A. 3D reconstruction of adjacent varicosities, color-coded by type, within an approximate 15,000 μm3 volume of the SFL tract, revealing three distinct clusters. B. 246 large SFL boutons depicted in varying shades of green. C. 495 small SFL boutons illustrated in different shades of blue. D. A combined representation of 149 CIN (in pink), NM (in brown), and uncharacterized boutons (labeled as UN). E. Low-resolution electron micrograph (EM) of the VL section used for the reconstruction. Highlighted squares (labeled Cube 1-3) pinpoint the locations of the three 125μm3 cubes subjected to saturated reconstruction and synaptic identification. F. Volumetric analysis unveils diverse compositions based on the proportion of neuronal elements present. G, H, and I. Each panel showcases an EM highlighting the predominant synapses of the respective cube (Scale bar = 500nm), a 3D reconstruction of the cube color-coded by cell type, and the connectivity diagram within that cube. Light gray and transparent elements signify minor connections and less prevalent neuronal elements within the cube. Collectively, the three cubes elucidate three unique patterns of synaptic connection areas.

Adult Neurogenic Niche in the VL: Cellular Composition and Organization.

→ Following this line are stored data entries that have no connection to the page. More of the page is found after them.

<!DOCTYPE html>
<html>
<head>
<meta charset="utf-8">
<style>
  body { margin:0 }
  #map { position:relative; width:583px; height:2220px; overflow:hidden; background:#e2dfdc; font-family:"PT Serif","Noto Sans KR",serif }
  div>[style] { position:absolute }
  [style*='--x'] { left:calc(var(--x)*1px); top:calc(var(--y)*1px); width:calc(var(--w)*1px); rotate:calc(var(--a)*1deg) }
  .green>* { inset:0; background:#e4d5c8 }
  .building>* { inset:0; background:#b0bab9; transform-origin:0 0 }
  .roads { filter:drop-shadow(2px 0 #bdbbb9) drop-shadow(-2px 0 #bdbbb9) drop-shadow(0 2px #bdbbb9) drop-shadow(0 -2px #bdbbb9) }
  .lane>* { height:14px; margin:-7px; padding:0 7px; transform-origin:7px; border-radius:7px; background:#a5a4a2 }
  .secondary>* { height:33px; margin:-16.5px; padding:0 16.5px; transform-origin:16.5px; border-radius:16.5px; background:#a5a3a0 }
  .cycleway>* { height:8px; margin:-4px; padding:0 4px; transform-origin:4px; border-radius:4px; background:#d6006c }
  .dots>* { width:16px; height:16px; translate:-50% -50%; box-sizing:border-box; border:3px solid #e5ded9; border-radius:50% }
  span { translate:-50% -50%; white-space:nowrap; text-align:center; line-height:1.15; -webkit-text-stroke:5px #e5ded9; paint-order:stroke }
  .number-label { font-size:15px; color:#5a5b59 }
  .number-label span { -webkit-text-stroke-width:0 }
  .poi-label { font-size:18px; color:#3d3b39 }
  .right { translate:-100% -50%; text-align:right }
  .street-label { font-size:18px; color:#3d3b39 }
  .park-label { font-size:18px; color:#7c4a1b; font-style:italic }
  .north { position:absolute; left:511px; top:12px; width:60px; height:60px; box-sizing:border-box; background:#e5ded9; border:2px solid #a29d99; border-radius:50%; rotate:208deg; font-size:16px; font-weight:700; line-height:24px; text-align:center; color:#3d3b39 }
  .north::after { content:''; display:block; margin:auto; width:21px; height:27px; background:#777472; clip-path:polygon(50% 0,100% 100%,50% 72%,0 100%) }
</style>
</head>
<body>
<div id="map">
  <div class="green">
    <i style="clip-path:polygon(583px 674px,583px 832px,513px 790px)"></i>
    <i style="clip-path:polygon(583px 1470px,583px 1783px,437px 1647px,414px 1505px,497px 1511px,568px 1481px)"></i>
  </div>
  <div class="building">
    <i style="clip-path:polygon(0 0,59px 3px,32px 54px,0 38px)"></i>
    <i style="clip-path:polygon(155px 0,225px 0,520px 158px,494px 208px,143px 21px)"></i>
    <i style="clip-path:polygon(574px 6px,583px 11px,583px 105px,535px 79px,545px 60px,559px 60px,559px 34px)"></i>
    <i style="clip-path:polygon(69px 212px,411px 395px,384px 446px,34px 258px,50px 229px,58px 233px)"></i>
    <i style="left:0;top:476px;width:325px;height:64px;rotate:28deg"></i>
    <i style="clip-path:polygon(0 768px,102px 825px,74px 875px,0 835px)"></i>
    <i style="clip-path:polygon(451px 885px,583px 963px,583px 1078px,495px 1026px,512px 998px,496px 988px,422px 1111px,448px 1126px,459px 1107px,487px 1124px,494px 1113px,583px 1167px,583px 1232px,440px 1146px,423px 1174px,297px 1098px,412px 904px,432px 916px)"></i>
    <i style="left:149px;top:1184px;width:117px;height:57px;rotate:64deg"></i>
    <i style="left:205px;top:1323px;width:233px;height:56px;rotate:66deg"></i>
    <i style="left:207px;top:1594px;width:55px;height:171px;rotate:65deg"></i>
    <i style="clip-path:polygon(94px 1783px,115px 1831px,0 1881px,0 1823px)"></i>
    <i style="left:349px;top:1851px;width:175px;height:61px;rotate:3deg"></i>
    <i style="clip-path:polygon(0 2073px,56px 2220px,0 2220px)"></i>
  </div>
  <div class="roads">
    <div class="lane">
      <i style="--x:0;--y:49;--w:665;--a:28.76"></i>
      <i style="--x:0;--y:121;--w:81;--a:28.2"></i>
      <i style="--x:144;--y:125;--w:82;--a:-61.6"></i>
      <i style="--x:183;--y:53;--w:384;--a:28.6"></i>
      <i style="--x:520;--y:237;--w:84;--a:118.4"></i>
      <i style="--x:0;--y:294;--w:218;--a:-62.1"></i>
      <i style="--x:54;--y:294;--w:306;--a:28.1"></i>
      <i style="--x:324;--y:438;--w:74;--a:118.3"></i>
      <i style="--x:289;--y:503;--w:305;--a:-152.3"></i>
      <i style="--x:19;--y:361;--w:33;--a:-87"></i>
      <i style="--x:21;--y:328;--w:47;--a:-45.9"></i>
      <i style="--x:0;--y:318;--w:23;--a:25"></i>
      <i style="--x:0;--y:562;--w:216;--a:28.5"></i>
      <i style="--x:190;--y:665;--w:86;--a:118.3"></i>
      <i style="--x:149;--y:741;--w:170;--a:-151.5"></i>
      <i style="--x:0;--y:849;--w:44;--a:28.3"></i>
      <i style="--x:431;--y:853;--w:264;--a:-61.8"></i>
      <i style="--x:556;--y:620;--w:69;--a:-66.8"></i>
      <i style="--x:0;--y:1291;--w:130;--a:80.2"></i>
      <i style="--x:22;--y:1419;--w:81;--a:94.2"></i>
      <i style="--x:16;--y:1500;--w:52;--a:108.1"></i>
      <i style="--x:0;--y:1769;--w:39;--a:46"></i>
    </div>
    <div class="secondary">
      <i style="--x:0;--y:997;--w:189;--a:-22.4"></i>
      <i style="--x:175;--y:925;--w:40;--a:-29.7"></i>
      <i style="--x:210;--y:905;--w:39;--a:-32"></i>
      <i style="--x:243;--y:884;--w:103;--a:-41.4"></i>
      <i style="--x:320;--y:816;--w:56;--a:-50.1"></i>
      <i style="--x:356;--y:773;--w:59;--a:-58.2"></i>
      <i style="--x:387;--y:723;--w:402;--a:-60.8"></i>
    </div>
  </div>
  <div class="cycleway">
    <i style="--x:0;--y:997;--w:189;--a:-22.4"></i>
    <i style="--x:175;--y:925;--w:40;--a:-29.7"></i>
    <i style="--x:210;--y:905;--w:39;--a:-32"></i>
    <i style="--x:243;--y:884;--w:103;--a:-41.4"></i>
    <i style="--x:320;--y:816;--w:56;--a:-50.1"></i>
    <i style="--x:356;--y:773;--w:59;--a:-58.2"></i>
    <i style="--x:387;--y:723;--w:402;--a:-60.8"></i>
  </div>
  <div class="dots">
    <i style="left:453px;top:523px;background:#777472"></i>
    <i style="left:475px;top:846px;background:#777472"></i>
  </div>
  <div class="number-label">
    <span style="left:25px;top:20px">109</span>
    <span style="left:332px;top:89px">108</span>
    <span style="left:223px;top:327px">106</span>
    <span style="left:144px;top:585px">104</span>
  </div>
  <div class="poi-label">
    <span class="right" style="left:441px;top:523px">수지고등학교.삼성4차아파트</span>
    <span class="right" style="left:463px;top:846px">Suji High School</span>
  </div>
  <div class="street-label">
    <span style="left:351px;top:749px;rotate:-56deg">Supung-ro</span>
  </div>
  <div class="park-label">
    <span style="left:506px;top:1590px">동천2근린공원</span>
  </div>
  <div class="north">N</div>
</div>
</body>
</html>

A. Reconstructions of putative neurogenic cells (n=24) in the inner cortex, highlighting neural progenitor cells (purple) and immature neurons (gray), representing a continuum of differentiation. B. SAMs reconstructions (n=43) color-coded by synaptic output density (syn out per 100um normalized within the SFL tract) positioned above the neurogenic niche and adjacent to radial glia. The bottom-left plot shows the significant Pearson correlation between cell body position and synaptic output density, indicating SAM maturation. C. Schematic representation of the VL’s adult neurogenic niche organization and composition.

Synaptic and Cellular Blueprint of the Vertical Lobe.

This schematic captures the intricate organization of the Vertical Lobe (VL) along with its wiring diagram (modified from Bidel, Meirovitch et al., 2023). Two primary afferents, the Superior Frontal Lobe Axons (SFL) and the Complex Input Neurons (CIN), convey secondary visual cues and potential “pain” signals, respectively. They innervate two distinct amacrine interneuron populations within the VL’s input layer, the SFL tract. This layer shows a meticulous organization, with like boutons clustering together, forming distinct synaptic glomeruli clusters. The Simple Amacrines (SAMs), constituting the majority at around 23 million, stand out with their singular input and simplicity in morphology and connectivity. In contrast, the Complex Amacrines (CAMs) represent only 400 000 cells of the cortex, and exhibit a rich morphological diversity, with various subtypes each having unique input densities and fractions. A potential neurogenic niche in the inner cortex suggests the capability for continuous integration of new amacrines throughout the octopus’s lifespan. These interneurons converge onto the Large Neuron Processes (LN), the sole VL output, within the neuropile. The circuit is further enhanced by a vast modulatory network, including the Ascending Fibers (AF) and the Neuromodulatory Fibers (NM).